Deriving the Saving Curve from the Consumption Curve
To derive the saving curve from the given consumption curve, we need to understand the relationship between consumption and saving. The saving curve represents the different levels of saving at different levels of income, while the consumption curve represents the different levels of consumption at different levels of income. Here are the steps to derive the saving curve from the consumption curve:
Step 1: Understand the Consumption Function
The consumption function shows the relationship between income and consumption. It can be expressed as C = a + bY, where C is consumption, Y is income, a is autonomous consumption (consumption when income is zero), and b is the marginal propensity to consume (the proportion of additional income that is consumed).
Step 2: Calculate Saving
Saving is the difference between income and consumption, so it can be expressed as S = Y - C. By substituting the consumption function into the saving equation, we get S = Y - (a + bY), which simplifies to S = (1 - b)Y - a. This equation represents the saving function.

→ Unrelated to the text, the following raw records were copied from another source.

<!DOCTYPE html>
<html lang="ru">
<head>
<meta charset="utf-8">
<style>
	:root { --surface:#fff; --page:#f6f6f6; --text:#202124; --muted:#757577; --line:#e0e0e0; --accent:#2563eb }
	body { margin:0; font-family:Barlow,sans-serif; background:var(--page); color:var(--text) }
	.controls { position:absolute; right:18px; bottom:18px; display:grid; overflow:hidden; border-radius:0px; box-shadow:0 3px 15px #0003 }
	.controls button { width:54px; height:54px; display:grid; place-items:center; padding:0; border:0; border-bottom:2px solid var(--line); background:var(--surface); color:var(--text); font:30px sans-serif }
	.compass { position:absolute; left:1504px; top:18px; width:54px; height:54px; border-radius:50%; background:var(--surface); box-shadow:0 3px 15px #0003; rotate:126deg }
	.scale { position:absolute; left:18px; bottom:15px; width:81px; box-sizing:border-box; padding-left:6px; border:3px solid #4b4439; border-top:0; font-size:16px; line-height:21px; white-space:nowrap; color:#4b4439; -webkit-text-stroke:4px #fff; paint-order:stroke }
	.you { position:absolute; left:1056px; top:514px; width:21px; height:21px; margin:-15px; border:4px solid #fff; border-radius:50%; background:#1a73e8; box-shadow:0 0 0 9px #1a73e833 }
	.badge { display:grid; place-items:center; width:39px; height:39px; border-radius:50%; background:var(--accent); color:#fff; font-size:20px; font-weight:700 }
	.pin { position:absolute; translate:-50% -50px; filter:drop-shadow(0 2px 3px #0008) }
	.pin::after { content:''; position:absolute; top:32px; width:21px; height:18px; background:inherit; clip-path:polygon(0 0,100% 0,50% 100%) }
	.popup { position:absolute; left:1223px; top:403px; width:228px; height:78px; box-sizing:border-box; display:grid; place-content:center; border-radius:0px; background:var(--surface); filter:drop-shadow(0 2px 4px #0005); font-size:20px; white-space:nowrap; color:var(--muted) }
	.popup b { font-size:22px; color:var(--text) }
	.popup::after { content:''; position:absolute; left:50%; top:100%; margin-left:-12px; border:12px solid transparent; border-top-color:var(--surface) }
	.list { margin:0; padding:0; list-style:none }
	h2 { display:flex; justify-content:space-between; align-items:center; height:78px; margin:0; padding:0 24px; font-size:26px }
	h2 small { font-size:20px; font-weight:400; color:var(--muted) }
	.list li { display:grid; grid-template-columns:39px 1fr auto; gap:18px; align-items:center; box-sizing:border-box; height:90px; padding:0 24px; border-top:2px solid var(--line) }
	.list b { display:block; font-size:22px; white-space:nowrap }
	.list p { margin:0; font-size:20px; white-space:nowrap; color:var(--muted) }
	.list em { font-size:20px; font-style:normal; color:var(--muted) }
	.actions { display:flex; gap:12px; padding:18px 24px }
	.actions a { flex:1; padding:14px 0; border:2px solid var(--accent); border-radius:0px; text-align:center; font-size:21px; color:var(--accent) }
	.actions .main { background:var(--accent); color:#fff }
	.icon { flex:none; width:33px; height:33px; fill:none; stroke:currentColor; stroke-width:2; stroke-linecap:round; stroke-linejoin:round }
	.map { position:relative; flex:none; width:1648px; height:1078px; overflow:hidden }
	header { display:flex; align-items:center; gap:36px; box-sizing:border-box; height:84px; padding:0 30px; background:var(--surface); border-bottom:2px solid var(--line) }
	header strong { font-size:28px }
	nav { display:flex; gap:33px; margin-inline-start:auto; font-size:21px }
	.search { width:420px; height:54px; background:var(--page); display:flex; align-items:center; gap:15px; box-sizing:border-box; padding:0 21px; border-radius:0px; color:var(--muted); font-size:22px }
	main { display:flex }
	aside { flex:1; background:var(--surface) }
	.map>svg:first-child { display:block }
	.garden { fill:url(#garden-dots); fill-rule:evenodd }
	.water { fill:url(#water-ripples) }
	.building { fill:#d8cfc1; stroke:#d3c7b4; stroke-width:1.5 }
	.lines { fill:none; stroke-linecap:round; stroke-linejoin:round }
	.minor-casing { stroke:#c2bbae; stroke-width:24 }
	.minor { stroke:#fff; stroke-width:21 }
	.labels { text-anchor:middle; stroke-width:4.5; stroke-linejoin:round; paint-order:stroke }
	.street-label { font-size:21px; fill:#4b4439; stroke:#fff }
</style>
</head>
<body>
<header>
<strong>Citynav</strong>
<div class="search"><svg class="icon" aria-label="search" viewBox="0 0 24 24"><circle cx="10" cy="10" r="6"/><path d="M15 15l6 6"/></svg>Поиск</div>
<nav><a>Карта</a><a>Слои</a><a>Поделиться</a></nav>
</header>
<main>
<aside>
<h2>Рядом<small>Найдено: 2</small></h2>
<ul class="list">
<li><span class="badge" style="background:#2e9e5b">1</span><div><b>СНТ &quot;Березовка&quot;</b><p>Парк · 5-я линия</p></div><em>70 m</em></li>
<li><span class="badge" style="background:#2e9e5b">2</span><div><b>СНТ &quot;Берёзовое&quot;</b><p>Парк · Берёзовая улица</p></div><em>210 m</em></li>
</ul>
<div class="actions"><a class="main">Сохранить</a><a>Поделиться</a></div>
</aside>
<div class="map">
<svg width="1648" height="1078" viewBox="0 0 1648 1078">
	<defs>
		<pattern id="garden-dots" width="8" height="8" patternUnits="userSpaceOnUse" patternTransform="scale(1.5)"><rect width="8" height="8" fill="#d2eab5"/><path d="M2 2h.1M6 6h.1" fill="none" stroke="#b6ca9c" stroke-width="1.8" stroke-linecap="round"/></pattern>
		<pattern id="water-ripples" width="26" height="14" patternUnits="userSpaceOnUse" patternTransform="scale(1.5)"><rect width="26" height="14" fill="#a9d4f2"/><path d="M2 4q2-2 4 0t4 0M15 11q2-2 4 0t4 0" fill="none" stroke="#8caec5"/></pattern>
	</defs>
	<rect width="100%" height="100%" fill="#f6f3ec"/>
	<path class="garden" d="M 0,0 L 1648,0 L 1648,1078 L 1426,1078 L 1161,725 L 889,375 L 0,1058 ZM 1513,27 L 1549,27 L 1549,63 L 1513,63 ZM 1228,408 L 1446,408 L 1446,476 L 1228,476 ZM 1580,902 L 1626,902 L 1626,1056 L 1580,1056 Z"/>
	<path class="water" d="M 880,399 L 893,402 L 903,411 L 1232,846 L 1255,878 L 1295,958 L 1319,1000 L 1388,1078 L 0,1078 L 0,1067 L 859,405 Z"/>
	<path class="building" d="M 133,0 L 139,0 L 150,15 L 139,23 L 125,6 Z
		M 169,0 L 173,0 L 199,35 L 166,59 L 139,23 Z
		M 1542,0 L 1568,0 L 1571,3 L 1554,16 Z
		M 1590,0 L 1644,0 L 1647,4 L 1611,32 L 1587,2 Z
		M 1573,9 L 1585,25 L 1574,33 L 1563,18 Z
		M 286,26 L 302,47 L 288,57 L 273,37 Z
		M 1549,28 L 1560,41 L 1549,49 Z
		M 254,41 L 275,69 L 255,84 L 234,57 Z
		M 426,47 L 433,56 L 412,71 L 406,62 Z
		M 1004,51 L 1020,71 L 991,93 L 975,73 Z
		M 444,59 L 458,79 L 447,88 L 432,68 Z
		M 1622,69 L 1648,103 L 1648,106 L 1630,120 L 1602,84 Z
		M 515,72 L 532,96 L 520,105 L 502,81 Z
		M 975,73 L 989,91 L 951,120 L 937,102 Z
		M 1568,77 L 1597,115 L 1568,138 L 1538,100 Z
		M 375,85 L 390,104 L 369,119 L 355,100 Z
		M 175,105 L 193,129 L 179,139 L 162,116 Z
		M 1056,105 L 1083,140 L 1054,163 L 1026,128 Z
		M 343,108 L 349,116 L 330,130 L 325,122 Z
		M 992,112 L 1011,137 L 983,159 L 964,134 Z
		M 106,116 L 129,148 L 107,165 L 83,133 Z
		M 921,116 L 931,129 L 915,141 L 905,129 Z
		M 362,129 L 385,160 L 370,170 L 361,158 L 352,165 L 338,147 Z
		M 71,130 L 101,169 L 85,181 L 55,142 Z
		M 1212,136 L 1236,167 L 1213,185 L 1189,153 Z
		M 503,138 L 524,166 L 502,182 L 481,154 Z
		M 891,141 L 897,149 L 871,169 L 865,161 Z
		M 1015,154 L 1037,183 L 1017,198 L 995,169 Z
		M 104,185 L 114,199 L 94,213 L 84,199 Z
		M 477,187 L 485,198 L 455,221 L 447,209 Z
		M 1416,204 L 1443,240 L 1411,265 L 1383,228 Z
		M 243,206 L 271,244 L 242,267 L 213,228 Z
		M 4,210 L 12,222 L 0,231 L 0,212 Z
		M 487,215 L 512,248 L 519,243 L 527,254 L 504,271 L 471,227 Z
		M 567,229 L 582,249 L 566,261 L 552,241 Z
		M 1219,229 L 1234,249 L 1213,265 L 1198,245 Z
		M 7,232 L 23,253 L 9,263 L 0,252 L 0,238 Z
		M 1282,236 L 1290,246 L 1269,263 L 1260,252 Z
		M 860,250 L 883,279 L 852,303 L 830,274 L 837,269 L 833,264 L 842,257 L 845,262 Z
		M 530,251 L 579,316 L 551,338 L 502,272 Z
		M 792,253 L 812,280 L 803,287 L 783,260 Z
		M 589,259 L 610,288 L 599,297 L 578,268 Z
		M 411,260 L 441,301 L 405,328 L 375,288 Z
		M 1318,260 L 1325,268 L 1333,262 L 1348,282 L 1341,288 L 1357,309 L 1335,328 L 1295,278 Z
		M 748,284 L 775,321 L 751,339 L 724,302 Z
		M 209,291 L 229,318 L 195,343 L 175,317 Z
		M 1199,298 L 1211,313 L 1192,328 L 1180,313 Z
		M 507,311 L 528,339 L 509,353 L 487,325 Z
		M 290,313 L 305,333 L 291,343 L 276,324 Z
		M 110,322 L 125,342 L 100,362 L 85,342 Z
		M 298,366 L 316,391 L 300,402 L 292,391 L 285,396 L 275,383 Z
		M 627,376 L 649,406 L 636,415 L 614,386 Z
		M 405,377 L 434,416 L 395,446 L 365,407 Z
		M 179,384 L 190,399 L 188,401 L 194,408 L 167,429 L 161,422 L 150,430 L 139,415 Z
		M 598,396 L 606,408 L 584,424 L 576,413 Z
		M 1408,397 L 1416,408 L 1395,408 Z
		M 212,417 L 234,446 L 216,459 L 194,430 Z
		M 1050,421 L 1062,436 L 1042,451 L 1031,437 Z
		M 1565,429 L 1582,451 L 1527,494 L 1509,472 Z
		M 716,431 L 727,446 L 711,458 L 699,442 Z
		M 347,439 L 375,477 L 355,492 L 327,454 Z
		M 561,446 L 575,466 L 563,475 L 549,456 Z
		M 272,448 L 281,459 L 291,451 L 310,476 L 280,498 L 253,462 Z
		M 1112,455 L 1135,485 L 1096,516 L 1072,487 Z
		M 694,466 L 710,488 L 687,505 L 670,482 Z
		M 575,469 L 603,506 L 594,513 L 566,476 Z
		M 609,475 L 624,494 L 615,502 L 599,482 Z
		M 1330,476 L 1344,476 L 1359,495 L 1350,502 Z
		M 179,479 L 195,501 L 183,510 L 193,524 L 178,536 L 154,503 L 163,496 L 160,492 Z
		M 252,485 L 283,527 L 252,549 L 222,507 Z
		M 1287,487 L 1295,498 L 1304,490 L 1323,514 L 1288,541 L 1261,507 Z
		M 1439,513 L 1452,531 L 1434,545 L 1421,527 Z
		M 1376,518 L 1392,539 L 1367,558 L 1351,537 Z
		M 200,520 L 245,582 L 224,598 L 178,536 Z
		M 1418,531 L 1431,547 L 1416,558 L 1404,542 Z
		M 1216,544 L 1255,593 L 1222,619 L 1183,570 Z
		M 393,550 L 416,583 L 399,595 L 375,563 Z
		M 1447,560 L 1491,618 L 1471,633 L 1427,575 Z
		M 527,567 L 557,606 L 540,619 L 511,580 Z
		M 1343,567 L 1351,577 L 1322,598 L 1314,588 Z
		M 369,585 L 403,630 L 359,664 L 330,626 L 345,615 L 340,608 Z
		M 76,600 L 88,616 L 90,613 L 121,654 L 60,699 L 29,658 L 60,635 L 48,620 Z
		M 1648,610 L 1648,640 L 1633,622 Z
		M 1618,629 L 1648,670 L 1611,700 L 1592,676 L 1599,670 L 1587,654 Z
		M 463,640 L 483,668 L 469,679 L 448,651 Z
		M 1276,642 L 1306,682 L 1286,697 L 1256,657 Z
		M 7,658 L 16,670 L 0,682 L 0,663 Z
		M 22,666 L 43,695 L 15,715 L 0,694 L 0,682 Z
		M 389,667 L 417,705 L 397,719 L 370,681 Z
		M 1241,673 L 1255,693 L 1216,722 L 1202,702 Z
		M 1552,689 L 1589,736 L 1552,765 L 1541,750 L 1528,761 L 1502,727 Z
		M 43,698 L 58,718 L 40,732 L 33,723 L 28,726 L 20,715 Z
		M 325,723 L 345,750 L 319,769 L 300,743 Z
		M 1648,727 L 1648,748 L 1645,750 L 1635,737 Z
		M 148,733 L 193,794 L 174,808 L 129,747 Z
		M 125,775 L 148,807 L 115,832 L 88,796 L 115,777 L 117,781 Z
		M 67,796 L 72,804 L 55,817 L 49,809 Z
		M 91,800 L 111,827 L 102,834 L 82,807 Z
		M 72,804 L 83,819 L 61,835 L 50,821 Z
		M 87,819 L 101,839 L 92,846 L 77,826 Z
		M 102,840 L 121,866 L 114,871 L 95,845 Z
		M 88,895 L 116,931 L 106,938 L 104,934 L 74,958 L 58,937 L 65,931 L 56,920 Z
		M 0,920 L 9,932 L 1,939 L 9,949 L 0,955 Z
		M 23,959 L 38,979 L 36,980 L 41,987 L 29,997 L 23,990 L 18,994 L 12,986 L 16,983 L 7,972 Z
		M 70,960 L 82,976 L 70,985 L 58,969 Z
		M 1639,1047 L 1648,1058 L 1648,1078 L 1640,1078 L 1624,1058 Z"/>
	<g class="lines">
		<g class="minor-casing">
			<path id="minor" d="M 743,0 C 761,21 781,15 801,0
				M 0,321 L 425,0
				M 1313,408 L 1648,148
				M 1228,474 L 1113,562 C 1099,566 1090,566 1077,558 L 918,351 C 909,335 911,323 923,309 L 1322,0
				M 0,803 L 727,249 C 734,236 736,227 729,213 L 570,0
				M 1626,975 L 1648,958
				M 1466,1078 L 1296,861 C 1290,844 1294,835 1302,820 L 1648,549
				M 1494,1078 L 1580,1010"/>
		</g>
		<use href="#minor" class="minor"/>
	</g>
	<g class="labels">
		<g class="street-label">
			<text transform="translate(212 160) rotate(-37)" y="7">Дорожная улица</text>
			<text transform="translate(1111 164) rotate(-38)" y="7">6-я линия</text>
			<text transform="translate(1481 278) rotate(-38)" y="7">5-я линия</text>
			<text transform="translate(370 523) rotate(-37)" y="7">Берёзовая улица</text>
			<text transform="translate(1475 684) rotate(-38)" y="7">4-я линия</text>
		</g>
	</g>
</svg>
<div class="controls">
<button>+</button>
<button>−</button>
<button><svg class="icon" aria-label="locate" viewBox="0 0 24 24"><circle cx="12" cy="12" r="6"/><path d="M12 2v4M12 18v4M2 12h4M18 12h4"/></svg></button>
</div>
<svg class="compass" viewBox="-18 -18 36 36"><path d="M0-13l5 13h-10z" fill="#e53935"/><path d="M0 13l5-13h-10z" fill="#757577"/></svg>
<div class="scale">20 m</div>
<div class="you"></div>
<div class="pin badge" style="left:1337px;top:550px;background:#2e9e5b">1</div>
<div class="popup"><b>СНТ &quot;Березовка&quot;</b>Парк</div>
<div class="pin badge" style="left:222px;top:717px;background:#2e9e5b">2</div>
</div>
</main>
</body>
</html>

Step 3: Plotting the Saving Curve
To plot the saving curve, we need to assign different levels of income and calculate the corresponding levels of saving using the saving function. The resulting data points can then be plotted on a graph with income on the x-axis and saving on the y-axis.
Step 4: Analyzing the Saving Curve
The saving curve will have a positive slope because as income increases, saving also increases. The slope of the saving curve will be equal to (1 - b), which represents the marginal propensity to save (the proportion of additional income that is saved).
Step 5: Interactions with the Consumption Curve
The saving curve intersects with the consumption curve at the equilibrium level of income, where saving equals investment. This point represents the level of income where there is no tendency for income to change. It is the point where the saving and consumption curves intersect on the graph.
Step 6: Relationship between Saving and Income
The saving curve shows the relationship between saving and income, illustrating that as income increases, saving also increases. It helps in understanding the saving behavior of individuals and the overall economy.
By following these steps, we can derive the saving curve from the given consumption curve and gain insights into the saving patterns and behavior at different levels of income.